WHAT THE TASK ASKS - Show every line below where "Guglielmo" appears.

[LISTED ENTRIES]

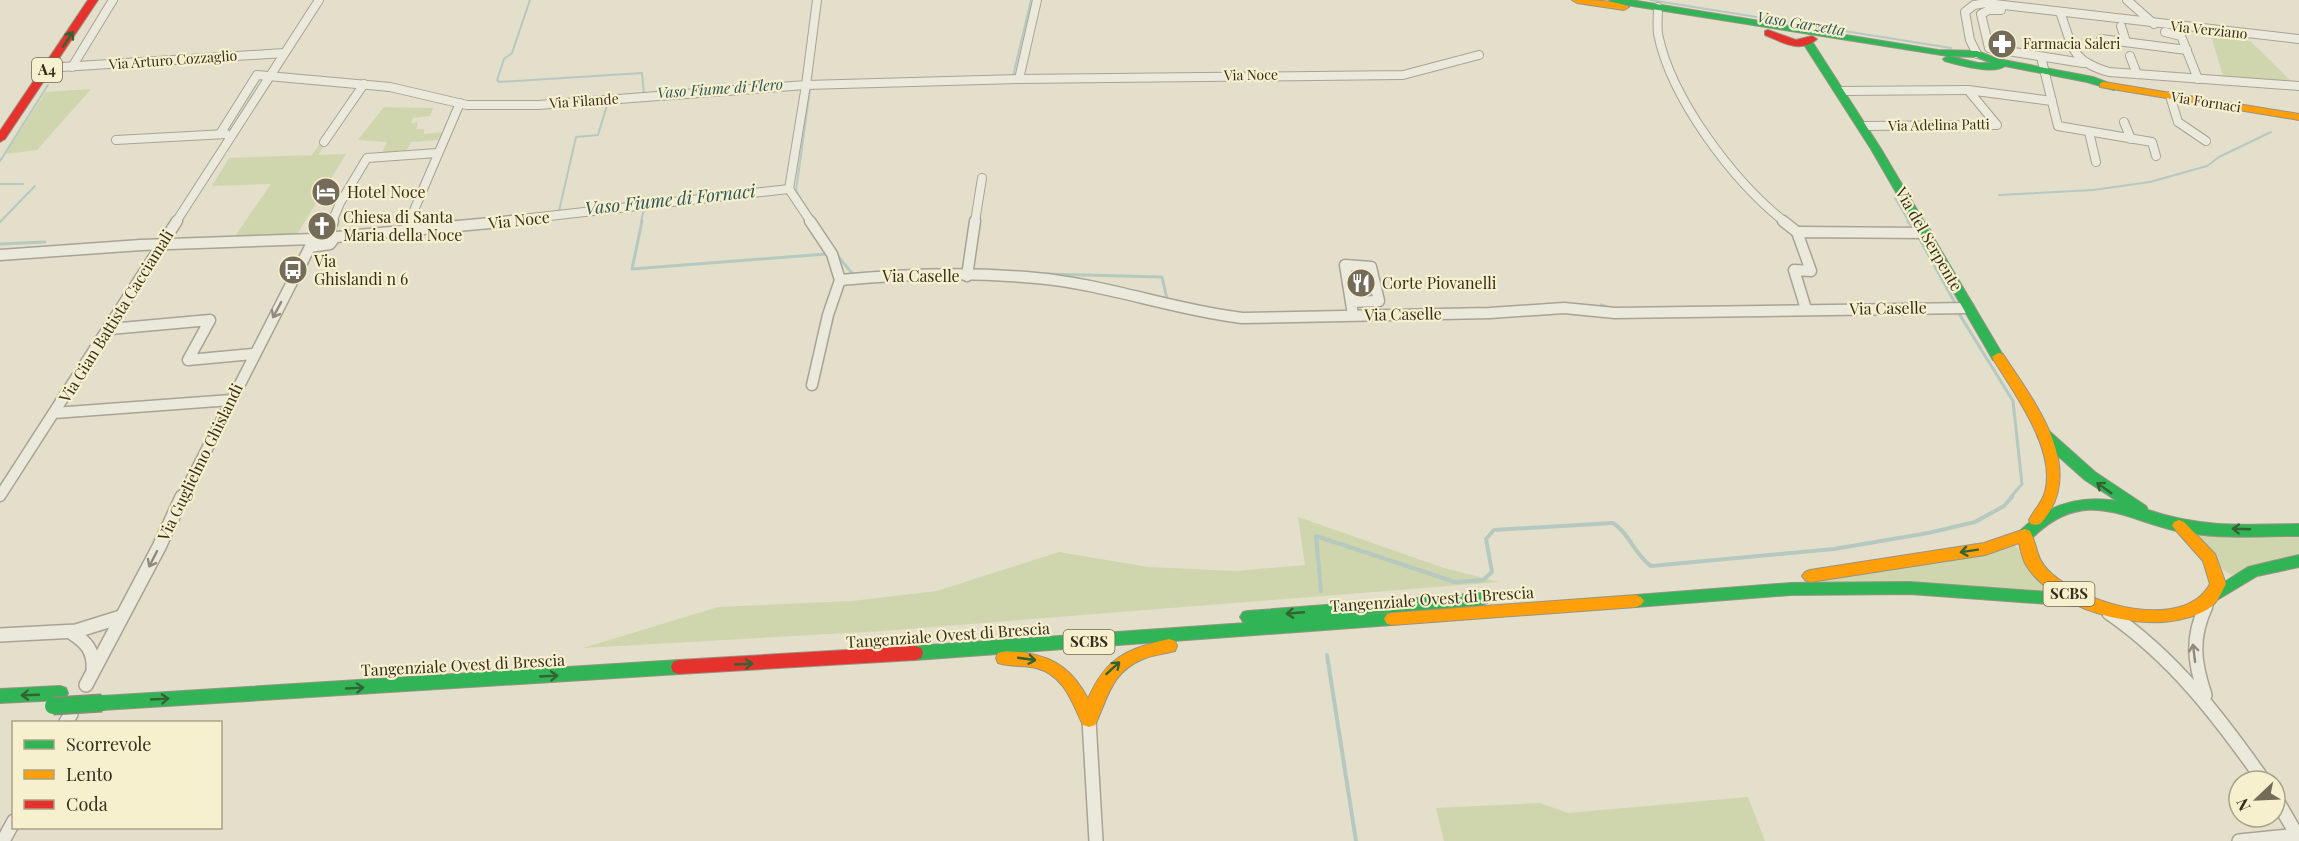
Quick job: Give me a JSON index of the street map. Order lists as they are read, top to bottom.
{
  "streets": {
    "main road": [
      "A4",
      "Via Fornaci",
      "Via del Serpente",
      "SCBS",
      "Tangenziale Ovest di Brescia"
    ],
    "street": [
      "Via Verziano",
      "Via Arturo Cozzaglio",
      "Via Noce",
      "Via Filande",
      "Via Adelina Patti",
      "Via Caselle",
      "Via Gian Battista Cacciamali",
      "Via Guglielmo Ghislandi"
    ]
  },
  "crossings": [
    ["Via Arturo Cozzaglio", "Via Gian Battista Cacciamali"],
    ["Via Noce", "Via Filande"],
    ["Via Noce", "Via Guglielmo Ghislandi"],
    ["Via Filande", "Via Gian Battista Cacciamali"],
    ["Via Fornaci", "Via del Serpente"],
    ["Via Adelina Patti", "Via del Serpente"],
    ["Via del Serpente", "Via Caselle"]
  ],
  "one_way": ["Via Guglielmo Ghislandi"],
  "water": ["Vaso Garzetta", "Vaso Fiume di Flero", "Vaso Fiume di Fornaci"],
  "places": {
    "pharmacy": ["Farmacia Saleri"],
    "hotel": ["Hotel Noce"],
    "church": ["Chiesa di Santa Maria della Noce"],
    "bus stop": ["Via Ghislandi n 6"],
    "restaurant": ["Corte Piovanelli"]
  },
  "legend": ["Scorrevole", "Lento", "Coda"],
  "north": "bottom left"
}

[/LISTED ENTRIES]

WRITTEN SOLUTION -
      "Via Guglielmo Ghislandi"
    ["Via Noce", "Via Guglielmo Ghislandi"],
  "one_way": ["Via Guglielmo Ghislandi"],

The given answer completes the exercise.